PROVIDED DATA
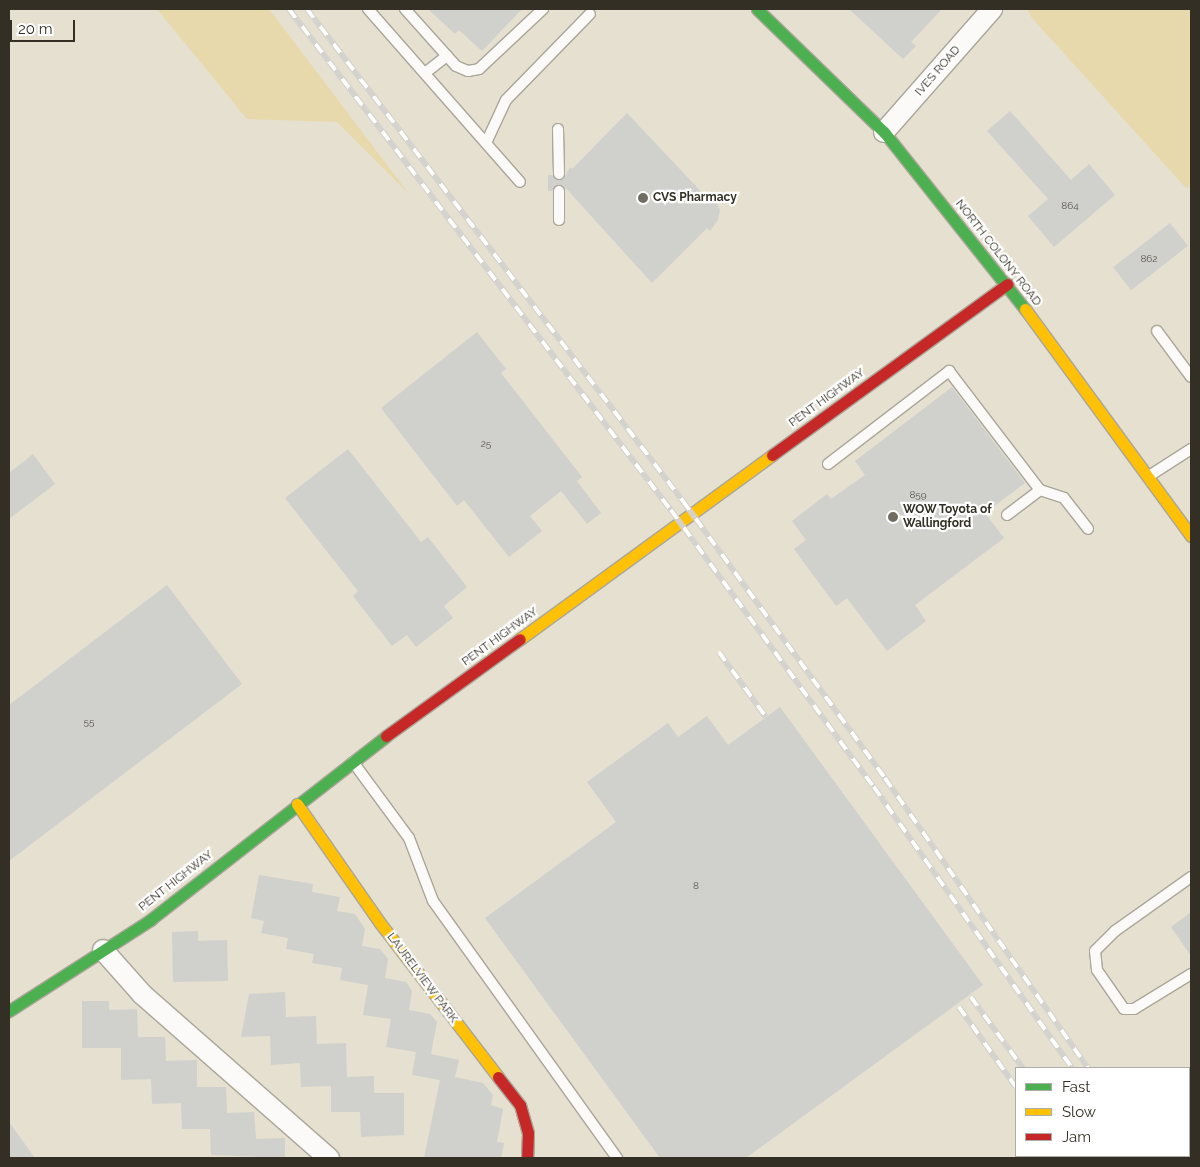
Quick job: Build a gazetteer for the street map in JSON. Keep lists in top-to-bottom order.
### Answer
{
  "streets": {
    "street": [
      "IVES ROAD",
      "NORTH COLONY ROAD",
      "PENT HIGHWAY",
      "LAURELVIEW PARK"
    ]
  },
  "crossings": [
    ["IVES ROAD", "NORTH COLONY ROAD"],
    ["NORTH COLONY ROAD", "PENT HIGHWAY"],
    ["PENT HIGHWAY", "LAURELVIEW PARK"]
  ],
  "places": ["CVS Pharmacy", "WOW Toyota of Wallingford"],
  "house_numbers": [
    "864",
    "862",
    "25",
    "859",
    "55",
    "8"
  ],
  "legend": ["Fast", "Slow", "Jam"],
  "scale_bar": "20 m"
}
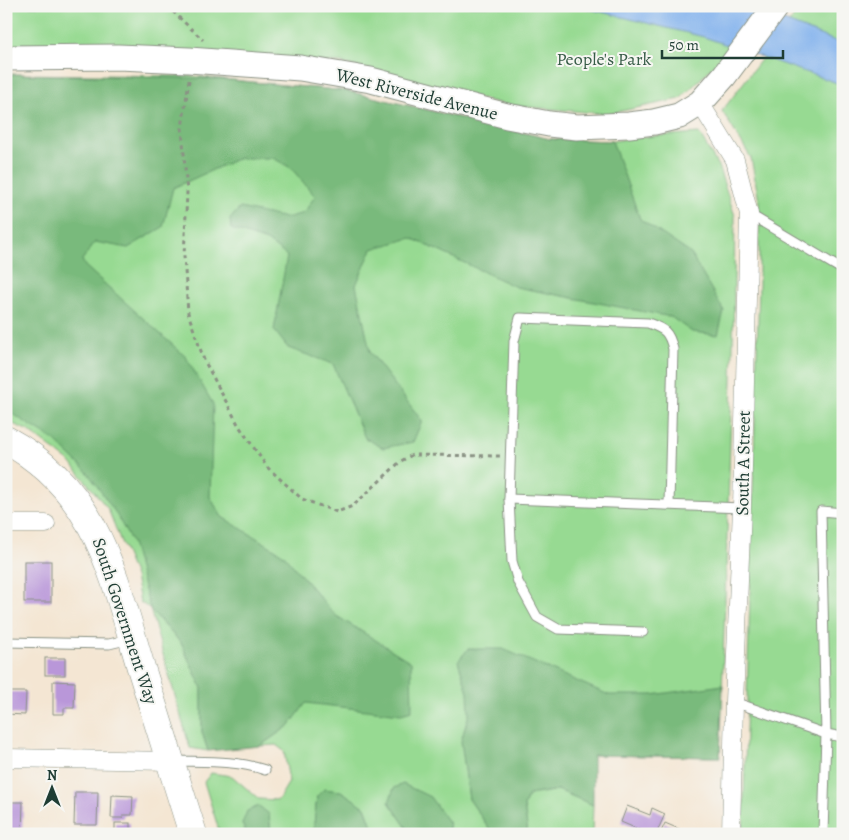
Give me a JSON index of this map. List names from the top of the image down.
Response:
{
  "streets": {
    "main road": ["West Riverside Avenue", "South Government Way"],
    "street": ["South A Street"]
  },
  "crossings": [
    ["West Riverside Avenue", "South A Street"]
  ],
  "parks": ["People's Park"],
  "scale_bar": "50 m",
  "north": "top"
}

PROMPT
All lines of the material that contain the string "JSON" are to be copied.

FINISHED EXERCISE
Quick job: Build a gazetteer for the street map in JSON. Keep lists in top-to-bottom order.
Give me a JSON index of this map. List names from the top of the image down.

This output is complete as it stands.